前世では戦争がない国だったこともあり、戦争があると言われてもあまりピンとこない。だが、この話を聞く限り戦争というのがどれほどなものかわかった。
「君たちには強くなってこの国を守って欲しいんだ。国王である私には国民を守ることしかできない。だから君たちにも力を貸して欲しい」
陛下は先ほどと同じように頭を下げた。
ユアンはゆっくりと安全な生活を望んでいたが、陛下の話を聞いて「嫌だ」とは言えなくなってしまった。
「まぁいいんじゃない?俺たちの力でよかったらいつでもお貸ししますよ!」
ケントは俺たちの話を聞かずに勝手に了承してしまう。
「いや、ケント。この話を聞いてすぐに手を貸すのはおかしいだろ!戦争だぞ、俺たちはまだ五歳で少ししかわからないんだぞ。何もこんなに早くに言わなくても、もう少し考えてもいいだろ。アイもそう思うだろ?」
アイは少し考えていたがすぐに答えが返ってきた。
「私も別にいいかな....さっきの話を聞いて私たちが力をつければ死者が少なくなると思うし、ユアンの言っていることも理解できる。
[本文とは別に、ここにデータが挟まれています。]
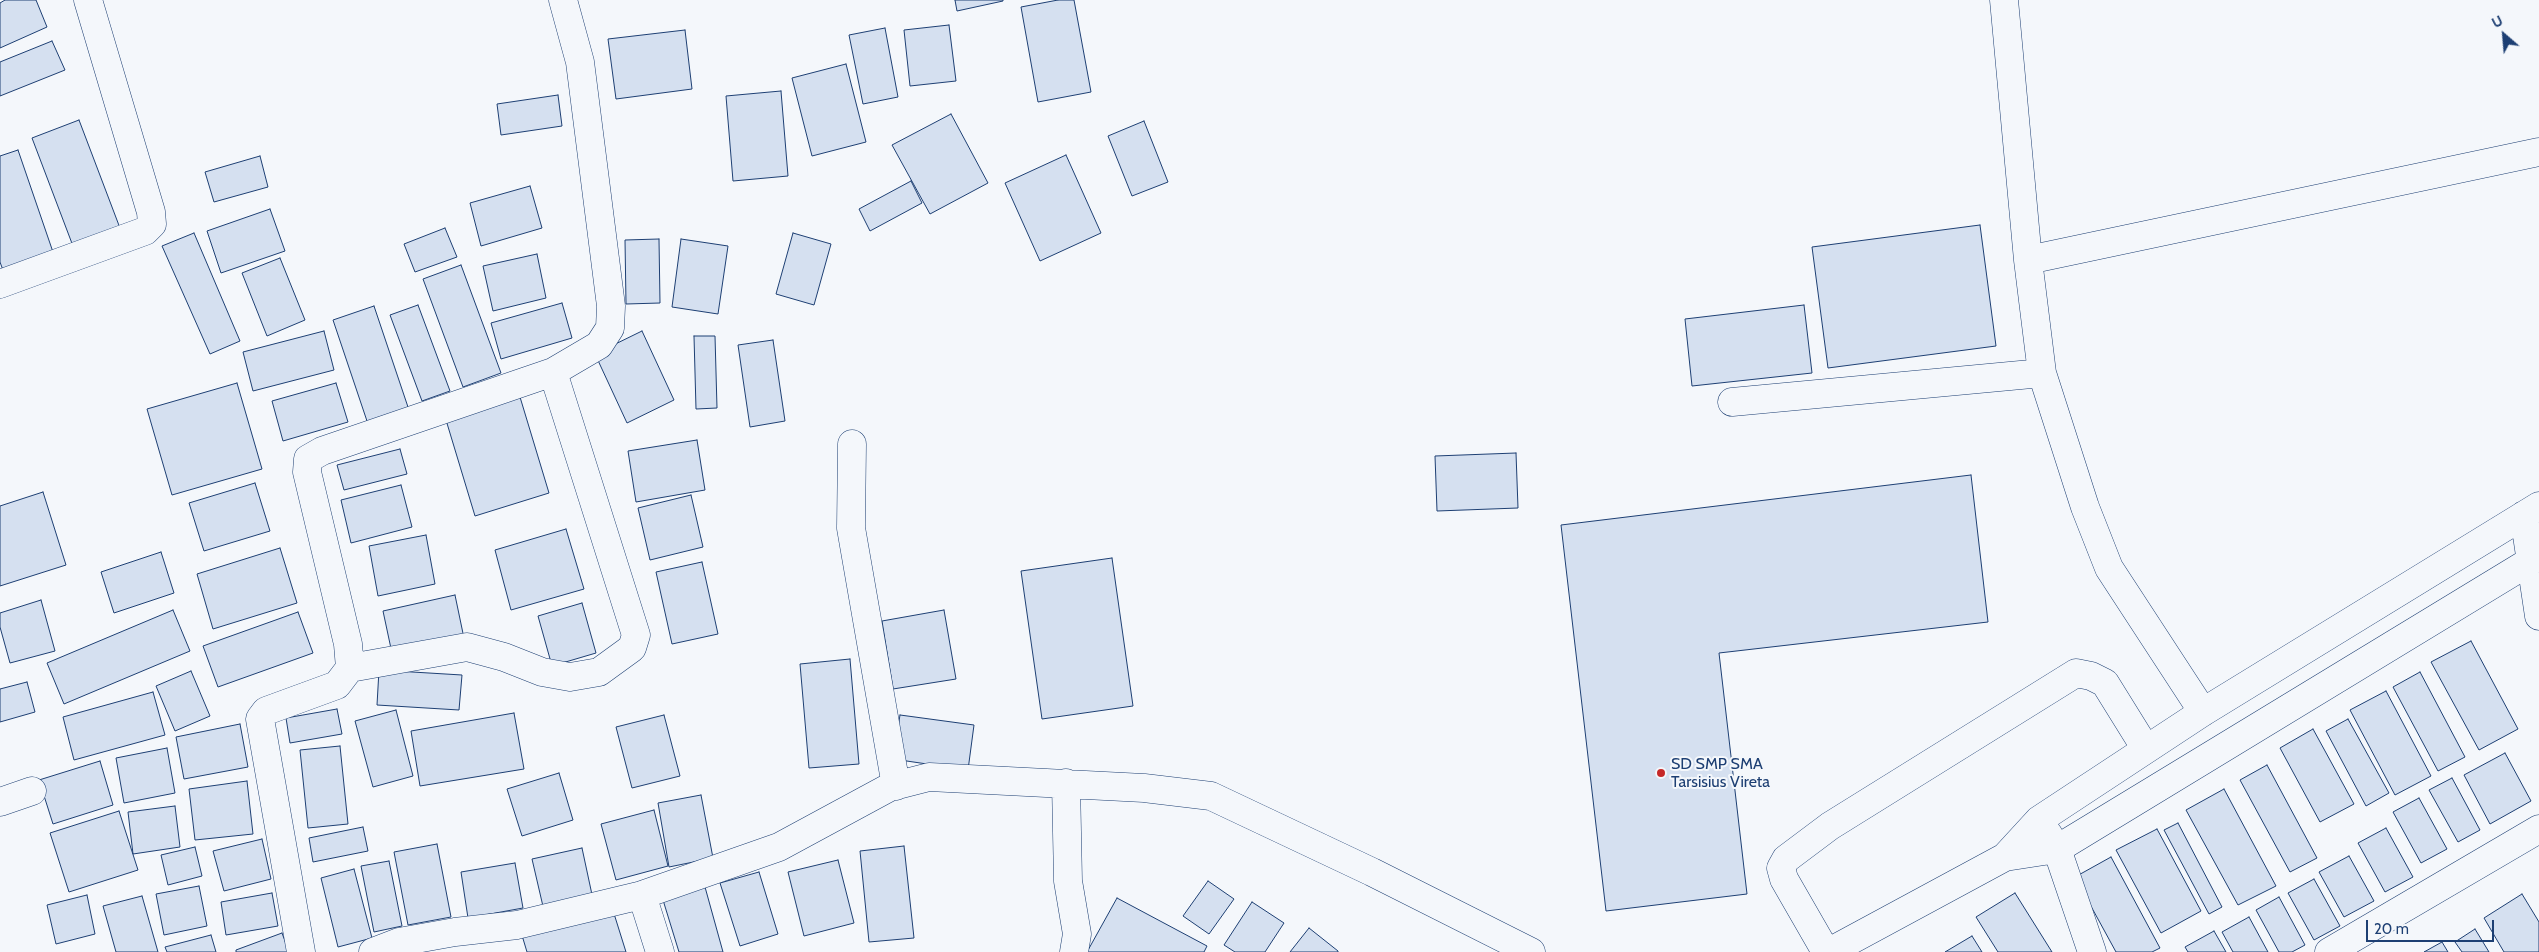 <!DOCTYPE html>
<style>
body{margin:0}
#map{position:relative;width:2539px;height:952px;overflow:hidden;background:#f4f7fb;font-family:Cabin,sans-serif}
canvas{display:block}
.north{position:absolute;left:2479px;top:10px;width:50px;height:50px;-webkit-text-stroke:4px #f4f7fb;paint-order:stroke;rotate:333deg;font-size:14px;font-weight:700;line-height:20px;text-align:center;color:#1d3f73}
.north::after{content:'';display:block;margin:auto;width:18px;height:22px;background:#1d3f73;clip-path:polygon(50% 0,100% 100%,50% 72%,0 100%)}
.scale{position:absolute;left:2366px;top:920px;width:128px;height:22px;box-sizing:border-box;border:2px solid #1d3f73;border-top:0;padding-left:6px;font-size:15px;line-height:18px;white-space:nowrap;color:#1d3f73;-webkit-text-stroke:4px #f4f7fb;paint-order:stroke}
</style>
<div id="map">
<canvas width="2539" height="952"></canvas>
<div class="north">U</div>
<div class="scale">20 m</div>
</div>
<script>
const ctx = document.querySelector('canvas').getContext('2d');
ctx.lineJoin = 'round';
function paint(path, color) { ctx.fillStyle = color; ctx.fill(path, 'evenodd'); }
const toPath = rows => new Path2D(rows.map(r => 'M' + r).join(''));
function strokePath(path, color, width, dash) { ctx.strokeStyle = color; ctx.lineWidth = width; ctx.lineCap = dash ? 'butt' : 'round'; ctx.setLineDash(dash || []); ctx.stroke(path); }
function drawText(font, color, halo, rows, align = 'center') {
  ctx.font = font + ' Cabin,sans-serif'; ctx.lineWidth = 4; ctx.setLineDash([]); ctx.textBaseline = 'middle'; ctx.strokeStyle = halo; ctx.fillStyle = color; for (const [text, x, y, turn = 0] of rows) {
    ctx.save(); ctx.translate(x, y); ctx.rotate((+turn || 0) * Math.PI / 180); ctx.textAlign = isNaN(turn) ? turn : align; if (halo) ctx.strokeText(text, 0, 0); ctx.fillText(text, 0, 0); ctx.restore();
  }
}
const building = toPath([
 [5,0,36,0,47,27,0,48,0,3,5,0],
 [955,0,1003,0,1003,1,957,11,955,0],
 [1058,0,1074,0,1091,92,1038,102,1021,7,1058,0],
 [949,25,956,81,910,86,904,30,949,25],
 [885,28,898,97,863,104,849,35,885,28],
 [685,30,692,89,616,99,608,39,685,30],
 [52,41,65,70,0,96,0,62,52,41],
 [846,64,866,142,812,156,792,78,846,64],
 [781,91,788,176,733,181,726,96,781,91],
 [558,95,562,126,501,135,497,104,558,95],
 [951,114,988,183,930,214,892,145,951,114],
 [79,120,123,236,76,254,32,138,79,120],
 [1144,121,1168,182,1132,196,1108,136,1144,121],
 [18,150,54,255,4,273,0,262,0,156,18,150],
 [1066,155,1101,233,1040,261,1005,183,1066,155],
 [260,156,268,187,214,202,205,172,260,156],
 [911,181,922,203,870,231,859,209,911,181],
 [530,186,542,228,481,246,470,203,530,186],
 [270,209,285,251,221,273,207,231,270,209],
 [1980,225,1996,346,1828,368,1812,247,1980,225],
 [445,228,457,257,415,272,404,244,445,228],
 [194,233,240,341,210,354,162,246,194,233],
 [793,233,831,244,814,305,776,294,793,233],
 [659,239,660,303,626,304,625,240,659,239],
 [681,239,728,246,718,314,672,307,681,239],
 [537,254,546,298,493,311,483,266,537,254],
 [280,258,305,320,267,336,242,273,280,258],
 [461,265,501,373,463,387,423,279,461,265],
 [562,303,572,338,501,359,491,323,562,303],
 [418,305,450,391,422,401,390,315,418,305],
 [1804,305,1812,373,1692,386,1685,319,1804,305],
 [374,306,410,413,369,427,333,320,374,306],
 [324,331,334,370,253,391,243,352,324,331],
 [642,331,674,400,627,423,595,354,642,331],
 [694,336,715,336,717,408,696,409,694,336],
 [773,340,785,421,750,427,738,345,773,340],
 [237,383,262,469,172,495,147,409,237,383],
 [336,383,348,422,283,441,272,401,336,383],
 [520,397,549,493,475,516,446,420,520,397],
 [697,440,705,490,636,502,628,451,697,440],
 [400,449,407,474,344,490,337,465,400,449],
 [1516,453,1518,508,1437,511,1435,456,1516,453],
 [1971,475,1988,622,1719,653,1747,894,1606,911,1561,525,1971,475],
 [255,483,270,531,204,551,189,503,255,483],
 [401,485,412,527,351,543,341,500,401,485],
 [43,492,66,565,0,586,0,506,43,492],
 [691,495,703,547,650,560,638,508,691,495],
 [566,529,584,589,511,610,495,550,566,529],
 [426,535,435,584,378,596,369,546,426,535],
 [280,548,297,603,213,629,197,574,280,548],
 [161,552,174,593,114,613,101,572,161,552],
 [1112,558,1133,706,1042,719,1021,571,1112,558],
 [702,562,718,634,672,644,656,572,702,562],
 [455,595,465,643,393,658,383,611,455,595],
 [41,600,55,651,10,663,0,627,0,613,41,600],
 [582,603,596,653,552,666,538,616,582,603],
 [173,610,190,651,64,704,47,663,173,610],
 [944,610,956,679,893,689,882,621,944,610],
 [298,612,313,653,218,687,203,646,298,612],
 [2471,641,2518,729,2479,750,2431,662,2471,641],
 [850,659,859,764,809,768,800,664,850,659],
 [379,670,462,675,459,710,377,705,379,670],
 [191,671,210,716,175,731,156,686,191,671],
 [2420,672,2465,757,2438,771,2393,687,2420,672],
 [27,682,35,712,0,722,0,689,27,682],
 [2386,691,2431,776,2395,795,2350,710,2386,691],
 [153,692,165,735,74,760,63,717,153,692],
 [337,709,342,734,290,743,286,718,337,709],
 [396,710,413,776,373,787,355,721,396,710],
 [514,713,524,769,420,786,411,731,514,713],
 [664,715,680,776,632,788,616,727,664,715],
 [900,715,974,725,968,770,893,759,900,715],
 [2348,719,2389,793,2366,806,2326,731,2348,719],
 [240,724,248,767,184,779,176,737,240,724],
 [2313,729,2354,804,2320,822,2280,748,2313,729],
 [340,746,348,824,308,828,300,750,340,746],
 [167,748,175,793,124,803,116,758,167,748],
 [2505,753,2531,801,2490,824,2464,775,2505,753],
 [100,761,113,805,53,824,39,780,100,761],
 [2267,765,2317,858,2290,872,2240,780,2267,765],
 [559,773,573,820,522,836,507,789,559,773],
 [2452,778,2480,830,2458,842,2429,790,2452,778],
 [247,781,253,834,195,840,189,789,247,781],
 [2224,789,2276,886,2238,905,2186,810,2224,789],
 [701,795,713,858,669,867,658,803,701,795],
 [2419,798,2447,849,2421,863,2393,812,2419,798],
 [175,806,180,847,133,854,128,812,175,806],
 [654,810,668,866,616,880,601,824,654,810],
 [119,811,138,870,69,892,50,833,119,811],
 [2178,823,2222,907,2209,914,2164,830,2178,823],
 [363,827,368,851,313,862,309,838,363,827],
 [2386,828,2413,877,2385,892,2358,843,2386,828],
 [2157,829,2201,911,2161,933,2116,850,2157,829],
 [262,839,271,879,224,891,213,851,262,839],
 [437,844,451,917,408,925,394,852,437,844],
 [904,846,914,938,869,942,860,851,904,846],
 [195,847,202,876,168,885,161,855,195,847],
 [582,848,594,904,545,915,532,859,582,848],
 [2349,856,2374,901,2344,917,2319,872,2349,856],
 [2111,857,2160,948,2152,952,2116,952,2075,877,2111,857],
 [838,860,854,923,804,936,788,872,838,860],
 [389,861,402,926,374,932,361,866,389,861],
 [515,863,523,908,468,918,461,872,515,863],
 [354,869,372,938,338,947,321,878,354,869],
 [759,872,778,934,740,946,720,883,759,872],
 [2314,879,2340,926,2314,940,2288,893,2314,879],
 [1208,881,1234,899,1209,934,1183,916,1208,881],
 [199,886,207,926,164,935,156,894,199,886],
 [705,887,723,952,679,952,663,900,705,887],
 [272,893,278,926,226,935,221,902,272,893],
 [2015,893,2052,952,1998,952,1976,917,2015,893],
 [2522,894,2539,922,2539,952,2504,952,2484,918,2522,894],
 [87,895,95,934,56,944,47,905,87,895],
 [142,896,158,952,116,952,103,906,142,896],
 [2279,897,2305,945,2292,952,2279,952,2256,910,2279,897],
 [1117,898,1207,946,1204,952,1087,952,1117,898],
 [1252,902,1284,923,1265,952,1235,952,1224,945,1252,902],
 [611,904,626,952,527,952,521,932,611,904],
 [2249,917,2268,952,2233,952,2222,932,2249,917],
 [1309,928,1338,951,1338,952,1290,952,1309,928],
 [2475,929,2489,952,2462,952,2455,942,2475,929],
 [2214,931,2226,952,2188,952,2185,947,2214,931],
 [282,933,289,952,236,952,236,950,282,933],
 [211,935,216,952,167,952,165,947,211,935],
 [1972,936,1982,952,1945,952,1972,936],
 [2442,942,2448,952,2424,952,2442,942]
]);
const minor = toPath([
 [2004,0,2028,260,2042,373,2085,507,2109,568,2203,712],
 [2028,260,2539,152],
 [0,284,145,231,152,224,151,212,88,0],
 [1732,402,2042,373],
 [852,444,851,528,896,786],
 [2524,515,2539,616],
 [350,668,467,647,504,657,542,672,570,677,599,672,632,648,636,635,553,372],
 [1066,783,1068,881,1077,934,1074,952],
 [0,802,32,791],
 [2048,834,2057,849,2092,952],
 [2005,857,2057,849,2539,556],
 [642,895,660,952],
 [301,952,260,719,266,711,337,685,350,668,348,644,307,472,308,459,322,451,553,372,599,345,610,328,611,306,580,62,563,0],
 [373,952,399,942,455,932,517,925,642,895,779,847,890,787,929,777,1144,788,1211,796,1372,872,1531,952],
 [1826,952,1784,879,1781,868,1786,859,1830,826,2076,673,2091,676,2105,683,2146,749],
 [1829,952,2005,857,2039,820,2203,712,2539,506],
 [2329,952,2539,829]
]);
const markers = [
 [1661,773,5,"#c62828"]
];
const poiNames = [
 ["SD SMP SMA",1671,764],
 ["Tarsisius Vireta",1671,782]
];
paint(building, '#d5e0f0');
strokePath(building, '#1d3f73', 1);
strokePath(minor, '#1d3f73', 29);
strokePath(minor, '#f4f7fb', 28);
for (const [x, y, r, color] of markers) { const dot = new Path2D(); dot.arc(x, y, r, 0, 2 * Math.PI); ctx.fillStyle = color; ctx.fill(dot); strokePath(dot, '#f4f7fb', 2); }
drawText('16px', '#1d3f73', '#f4f7fb', poiNames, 'left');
</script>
けどこのまま何もしないで戦争は嫌だよ」
ユアンはアイの言葉に返すことはできなかった。アイの言っていることも一理ある。この国の人を守らなけば、死者が出る。もう人が死ぬのは見たくない。
「陛下、力を貸す代わりにお願いしてもよろしいですか?」
「言ってみろ」
「もし、国が危ない時でもケントとアイが危険な状態であったら迷わずそっちを助けます。それでもよろしいなら力を貸します」
「わかった。では三人ともこれから宜しく頼む。ああ、それから君たちには魔法を修行したり勉強することが仕事なので給料が出ることになっている」
「「「え?」」」
「給料は金貨五枚ぐらいだが平気か?」
金貨五枚と言ったら日本円で五百万円だ。そんなお金が魔法を修業するだけで一ヶ月もらえるのかと思うと悪くない。
「ちょっと待ってください!金貨五枚って給料だと高すぎませんか?」
「金貨五枚だと男爵ぐらいだったか?いや、男爵の方がもっとあるか......」
陛下は何かぶつぶつ言っているようだが「男爵ぐらいだ」と言っていた。
この国に来てから驚くことがありすぎた。師匠は賢者だとか戦争だとかで、ユアンのスキル「未来予知」であっても遠くの未来は見えない。平和に暮らしたいユアンだった。